Initial: This is the first step in the journey of adapting Zero Trust. You will need to look into implementing automation for protections like access expiration and threat protection.

Advanced: This stage will include protections like phishing-resistant multifactor authentication, session-based access, encrypted network traffic and data at rest, and redundant but highly available data stores with static data loss prevention.

To go more into details about this step, multifactor authentication is a type of security measure that enables users to verify their identity through multiple sources, such as text messages, or authenticator apps. It is highly recommended to not use traditional text messages as a multifactor authenticator because it can be easily tapped by a hacker in what is known as a Man-in-the-Middle Attack (MITM).

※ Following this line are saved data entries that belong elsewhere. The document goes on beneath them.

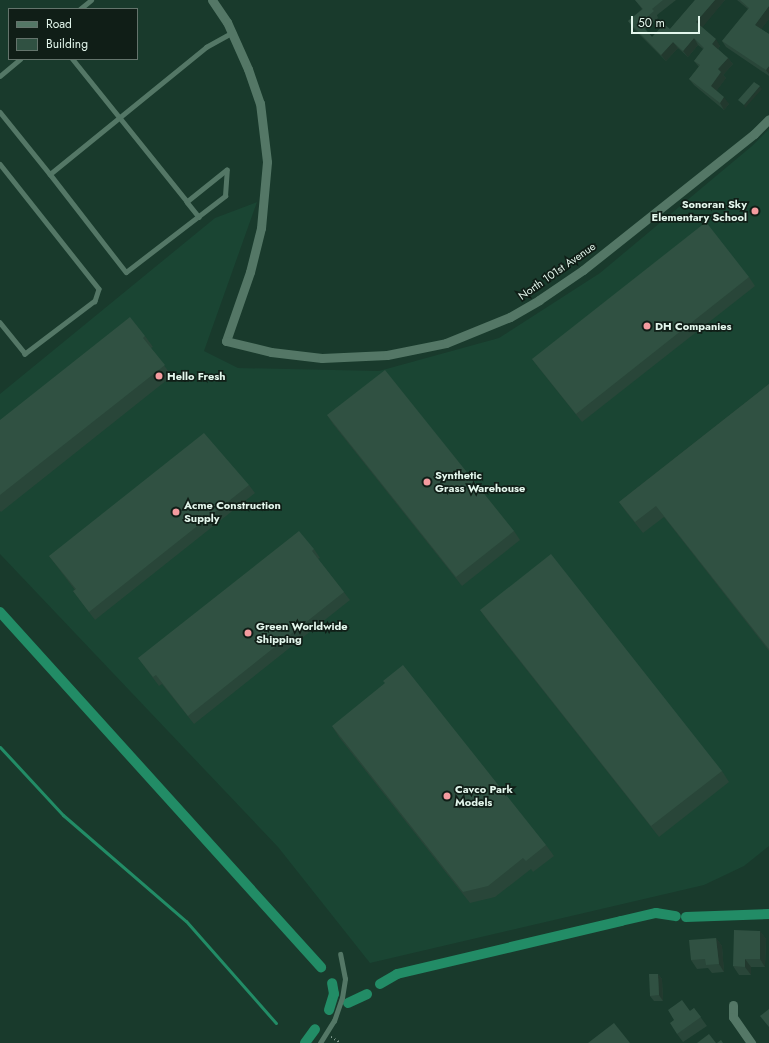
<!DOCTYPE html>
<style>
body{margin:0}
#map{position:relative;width:769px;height:1043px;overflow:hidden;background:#193a2c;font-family:Jost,sans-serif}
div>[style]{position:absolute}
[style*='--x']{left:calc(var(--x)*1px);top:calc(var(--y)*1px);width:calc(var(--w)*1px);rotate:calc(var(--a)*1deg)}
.built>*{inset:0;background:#1a4533}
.stream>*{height:3px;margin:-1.5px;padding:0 1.5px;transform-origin:1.5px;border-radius:1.5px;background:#228c66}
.canal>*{height:10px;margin:-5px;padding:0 5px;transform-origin:5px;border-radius:5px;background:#228c66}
.path>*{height:1.5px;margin-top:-0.75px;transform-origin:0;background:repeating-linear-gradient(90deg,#819b8f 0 1px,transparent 0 4px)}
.lane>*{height:4.5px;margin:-2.25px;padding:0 2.25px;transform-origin:2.25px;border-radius:2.25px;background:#547766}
.street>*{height:9px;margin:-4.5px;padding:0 4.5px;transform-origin:4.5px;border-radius:4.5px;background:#547766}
.wall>*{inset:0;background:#294639}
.shaded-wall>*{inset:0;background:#22392e}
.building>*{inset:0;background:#305142}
.dots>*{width:11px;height:11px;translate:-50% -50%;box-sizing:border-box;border:2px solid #101e17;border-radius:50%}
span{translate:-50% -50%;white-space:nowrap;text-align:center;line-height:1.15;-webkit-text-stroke:3.5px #101e17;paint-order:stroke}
.poi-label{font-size:11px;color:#e3f6ec;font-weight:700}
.right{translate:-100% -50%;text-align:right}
.left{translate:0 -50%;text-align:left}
.street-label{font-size:11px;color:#e3f6ec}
.legend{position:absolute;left:8px;top:8px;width:130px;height:52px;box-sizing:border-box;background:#101e17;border:1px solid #64746c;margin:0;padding:5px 7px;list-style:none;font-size:12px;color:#e3f6ec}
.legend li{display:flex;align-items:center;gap:8px;height:20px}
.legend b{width:20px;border:1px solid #64746c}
.scale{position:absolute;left:631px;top:16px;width:69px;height:18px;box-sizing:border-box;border:2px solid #e3f6ec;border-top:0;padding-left:5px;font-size:12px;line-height:14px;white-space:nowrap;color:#e3f6ec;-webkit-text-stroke:3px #101e17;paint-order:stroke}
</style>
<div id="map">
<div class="built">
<i style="clip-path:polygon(769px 129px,769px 846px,744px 866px,704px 885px,370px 963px,278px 847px,0 554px,0 394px,215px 218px,257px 202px,204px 351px,238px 368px,379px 371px,499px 338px,600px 273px,752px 146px)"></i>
</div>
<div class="stream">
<i style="--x:0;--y:747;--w:93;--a:47.2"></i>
<i style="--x:63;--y:815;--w:162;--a:40.8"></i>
<i style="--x:186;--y:921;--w:136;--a:48.6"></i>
</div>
<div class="canal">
<i style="--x:0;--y:612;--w:479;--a:47.9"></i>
<i style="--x:686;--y:917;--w:83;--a:-2.1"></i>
<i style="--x:380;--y:984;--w:20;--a:-30"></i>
<i style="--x:397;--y:974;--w:230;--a:-13.3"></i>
<i style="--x:621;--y:921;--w:36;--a:-13"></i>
<i style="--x:656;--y:913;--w:20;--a:9"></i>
<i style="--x:348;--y:1003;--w:21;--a:-25"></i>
<i style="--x:329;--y:1010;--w:17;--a:-73"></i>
<i style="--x:334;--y:994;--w:11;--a:-100"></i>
<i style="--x:305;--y:1043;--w:17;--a:-54"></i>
</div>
<div class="path">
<i style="--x:331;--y:1037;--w:12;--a:31"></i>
</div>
<div class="lane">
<i style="--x:80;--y:9;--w:14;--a:-39"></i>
<i style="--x:0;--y:76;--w:26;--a:-40"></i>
<i style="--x:0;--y:112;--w:80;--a:51.1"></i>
<i style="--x:50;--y:174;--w:201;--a:-39.1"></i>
<i style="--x:206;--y:47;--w:31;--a:-29"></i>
<i style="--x:0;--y:164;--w:159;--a:51.6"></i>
<i style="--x:99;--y:289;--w:13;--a:108"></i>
<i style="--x:95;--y:301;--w:88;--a:142.9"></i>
<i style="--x:25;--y:354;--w:40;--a:-129"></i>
<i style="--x:50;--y:174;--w:124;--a:52.2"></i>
<i style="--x:126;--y:272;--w:125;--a:-37.5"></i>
<i style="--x:225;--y:196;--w:26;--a:-86"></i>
<i style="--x:227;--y:170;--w:51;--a:141.3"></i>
<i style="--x:187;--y:202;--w:184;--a:-128.8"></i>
<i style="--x:187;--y:202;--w:19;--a:51"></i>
<i style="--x:320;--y:1043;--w:26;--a:-58"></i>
<i style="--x:334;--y:1021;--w:24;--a:-71"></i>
<i style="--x:342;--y:998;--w:19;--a:-81"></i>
<i style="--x:345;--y:979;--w:25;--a:-101"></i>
</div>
<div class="street">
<i style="--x:212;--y:0;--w:27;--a:56"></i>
<i style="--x:227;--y:22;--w:51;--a:65.9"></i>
<i style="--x:248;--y:69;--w:36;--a:71"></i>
<i style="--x:260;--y:103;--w:59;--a:83.2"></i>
<i style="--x:267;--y:162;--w:66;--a:95.2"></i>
<i style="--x:261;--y:228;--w:45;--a:104"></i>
<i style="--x:250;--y:272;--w:73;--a:109.2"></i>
<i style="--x:226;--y:341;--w:46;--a:13.7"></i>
<i style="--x:271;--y:352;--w:51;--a:6.7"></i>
<i style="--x:322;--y:358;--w:65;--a:-2.6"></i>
<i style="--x:387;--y:355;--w:60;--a:-11.5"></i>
<i style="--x:446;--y:343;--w:69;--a:-22.1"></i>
<i style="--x:510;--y:317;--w:34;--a:-30"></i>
<i style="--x:539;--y:300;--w:53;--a:-34.3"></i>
<i style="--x:583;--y:270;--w:218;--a:-38.5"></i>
<i style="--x:754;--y:134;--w:21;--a:-45"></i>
<i style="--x:733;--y:1005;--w:12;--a:90"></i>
<i style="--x:733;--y:1017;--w:32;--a:55"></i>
</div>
<div class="wall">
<i style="clip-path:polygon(635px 0,676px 0,657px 15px,658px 18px,645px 29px,652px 37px,670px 29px,695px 0,725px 0,702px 27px,720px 46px,718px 49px,728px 58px,733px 64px,723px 75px,726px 78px,716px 91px,729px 104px,724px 110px,694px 85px,689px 79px,699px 67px,694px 61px,703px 49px,698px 45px,688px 57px,678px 48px,666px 61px,633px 28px,628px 21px,642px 9px)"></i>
<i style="clip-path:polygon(737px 0,769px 0,769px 19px,761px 29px,769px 34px,769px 76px,726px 47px,722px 41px,748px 9px)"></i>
<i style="clip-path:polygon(749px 277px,755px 286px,582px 422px,538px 367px,532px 359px)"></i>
<i style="clip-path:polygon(145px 336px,153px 347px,151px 348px,172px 376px,1px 512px,0 511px,0 420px)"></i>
<i style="clip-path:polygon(769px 384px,769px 651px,664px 517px,643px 533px,627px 513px,619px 502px)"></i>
<i style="clip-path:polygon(327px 415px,514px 531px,520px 540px,462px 586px,333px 424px)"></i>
<i style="clip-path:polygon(249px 485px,255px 493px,95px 620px,73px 591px,75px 590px,49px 556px)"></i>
<i style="clip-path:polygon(314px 549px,320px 558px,318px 559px,350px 600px,194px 724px,162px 684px,159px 686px,138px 658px)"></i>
<i style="clip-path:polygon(480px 610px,722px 771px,729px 782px,659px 837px,488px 621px)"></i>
<i style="clip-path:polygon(332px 726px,546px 845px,554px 856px,533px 872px,531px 869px,495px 897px,470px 903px,339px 737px)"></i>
<i style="clip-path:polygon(760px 931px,766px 939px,765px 967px,751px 967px,751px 975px,739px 975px,733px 966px)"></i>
<i style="clip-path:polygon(716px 938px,722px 946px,724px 972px,712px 973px,708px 968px,697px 969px,691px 960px)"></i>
<i style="clip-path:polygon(658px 974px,662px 979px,663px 1001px,654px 1001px,650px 996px)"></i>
<i style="clip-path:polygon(694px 1008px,707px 1026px,683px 1042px,677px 1034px,690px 1011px)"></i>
</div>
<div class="shaded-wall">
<i style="clip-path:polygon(715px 0,725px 0,701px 29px,696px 22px)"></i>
<i style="clip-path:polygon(769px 6px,769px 19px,760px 31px,755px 25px)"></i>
<i style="clip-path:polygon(694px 38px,698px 45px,688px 57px,683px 51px)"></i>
<i style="clip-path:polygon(716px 39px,720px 46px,717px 50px,712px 44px)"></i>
<i style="clip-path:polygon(673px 42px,678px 48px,666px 61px,661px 55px)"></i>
<i style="clip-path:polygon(728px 58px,733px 64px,723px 75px,726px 78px,715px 93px,711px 86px,718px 69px)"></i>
<i style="clip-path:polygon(769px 66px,769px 74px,766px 70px)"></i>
<i style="clip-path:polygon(760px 86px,762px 89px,745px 108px,744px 105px)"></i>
<i style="clip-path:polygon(724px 97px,729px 104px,724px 110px,720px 103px)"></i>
<i style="clip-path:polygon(760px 931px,766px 939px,765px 967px,760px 959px)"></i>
<i style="clip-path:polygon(716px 938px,722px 946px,724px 972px,719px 964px)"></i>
<i style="clip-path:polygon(745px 959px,751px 967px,751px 975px,745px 967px)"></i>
<i style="clip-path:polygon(658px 974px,662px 979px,663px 1001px,659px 995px)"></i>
</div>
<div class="building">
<i style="clip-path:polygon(635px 0,663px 0,652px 9px,654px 11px,640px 23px,652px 37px,664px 24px,670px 29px,695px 0,715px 0,696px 22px,716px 39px,712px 44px,728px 58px,718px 69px,721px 72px,711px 86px,724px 97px,720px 103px,689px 79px,700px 65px,694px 61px,704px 48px,694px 38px,683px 51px,673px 42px,661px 55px,628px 21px,643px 9px)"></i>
<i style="clip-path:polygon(740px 0,769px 0,769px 6px,755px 25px,769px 34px,769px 66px,766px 70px,722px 41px,749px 8px)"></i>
<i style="clip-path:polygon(754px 82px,760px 86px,744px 105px,738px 100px)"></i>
<i style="clip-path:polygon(706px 222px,749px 277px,576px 414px,532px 359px)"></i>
<i style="clip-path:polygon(130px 317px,145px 336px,143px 338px,165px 365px,0 495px,0 420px)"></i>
<i style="clip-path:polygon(385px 370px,514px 531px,456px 577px,327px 415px)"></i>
<i style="clip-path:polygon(769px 384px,769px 649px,656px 506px,635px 522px,619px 502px)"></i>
<i style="clip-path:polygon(204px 433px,249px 485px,89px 612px,73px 591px,76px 589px,49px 556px)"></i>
<i style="clip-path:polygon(299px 531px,314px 549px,312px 551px,344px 592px,188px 716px,156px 675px,153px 677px,138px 658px)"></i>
<i style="clip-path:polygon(551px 554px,722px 771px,651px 826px,480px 610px)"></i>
<i style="clip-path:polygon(403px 665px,546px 845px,526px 861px,523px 858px,488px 886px,463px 892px,332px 726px,385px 683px,383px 681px)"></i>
<i style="clip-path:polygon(734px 930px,760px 931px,760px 959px,745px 959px,745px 967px,733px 966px)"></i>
<i style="clip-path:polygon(716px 938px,719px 964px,706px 965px,705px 959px,691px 960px,689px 940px)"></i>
<i style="clip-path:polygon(649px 974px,658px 974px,659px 995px,650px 996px)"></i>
<i style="clip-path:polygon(682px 1000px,690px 1011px,694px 1008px,701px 1017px,677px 1034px,670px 1023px,674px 1020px,668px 1010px)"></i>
<i style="clip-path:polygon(769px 1009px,769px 1027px,760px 1016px)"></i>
<i style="clip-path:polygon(614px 1023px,630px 1043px,588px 1043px)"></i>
<i style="clip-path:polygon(709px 1034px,716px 1043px,697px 1043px)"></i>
<i style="clip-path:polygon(721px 1040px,723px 1043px,717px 1043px)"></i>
</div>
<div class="dots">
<i style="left:755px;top:211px;background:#f49b9f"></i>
<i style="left:647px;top:326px;background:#f49b9f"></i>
<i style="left:159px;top:376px;background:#f49b9f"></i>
<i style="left:427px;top:482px;background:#f49b9f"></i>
<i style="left:176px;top:512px;background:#f49b9f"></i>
<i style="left:248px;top:633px;background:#f49b9f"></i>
<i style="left:447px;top:796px;background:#f49b9f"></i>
</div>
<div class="poi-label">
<span class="right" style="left:747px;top:211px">Sonoran Sky<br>Elementary School</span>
<span class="left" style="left:655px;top:326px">DH Companies</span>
<span class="left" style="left:167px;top:376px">Hello Fresh</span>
<span class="left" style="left:435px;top:482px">Synthetic<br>Grass Warehouse</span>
<span class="left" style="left:184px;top:512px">Acme Construction<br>Supply</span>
<span class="left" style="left:256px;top:633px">Green Worldwide<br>Shipping</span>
<span class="left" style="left:455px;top:796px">Cavco Park<br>Models</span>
</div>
<div class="street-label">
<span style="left:557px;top:271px;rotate:-35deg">North 101st Avenue</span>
</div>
<ul class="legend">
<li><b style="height:5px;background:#547766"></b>Road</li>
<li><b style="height:11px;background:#305142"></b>Building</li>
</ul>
<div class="scale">50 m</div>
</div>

Optimal: This is the level where the Zero Trust framework is fully functional with self-reporting solutions, least privilege access and centralized visibility with situational awareness. By this level, you will need to incorporate continuous user validation, access control with microperimeters and continuous data inventorying with automated data categorization.

Wrapping Everything Up

Zero Trust is a framework for cybersecurity that is highly recommended to be put in place by educational institutions due to the fact that those institutions have a lot of personal data of students which should not be leaked. As the name implies, Zero Trust has zero trust in any device, system, or person being connected to the network. It makes sure that the device/service/person being connected to the network is the device/service/person without a doubt, or it will not give access to the device/service/person being connected.

Zero Trust will also help the network by dealing with ransomware by reducing infection, blocking lateral network movement, blocking exfiltration of stolen data, and alerting suspicious network activity.

Zero Trust is not a singular product, or a simple step that can be taken to magically get cybersecurity protection. It is a series of steps and different products you can implement to get the desired goal. That is why Zero Trust needs to be seen as a journey that will lead to an end, and not something that can be implemented in a single day.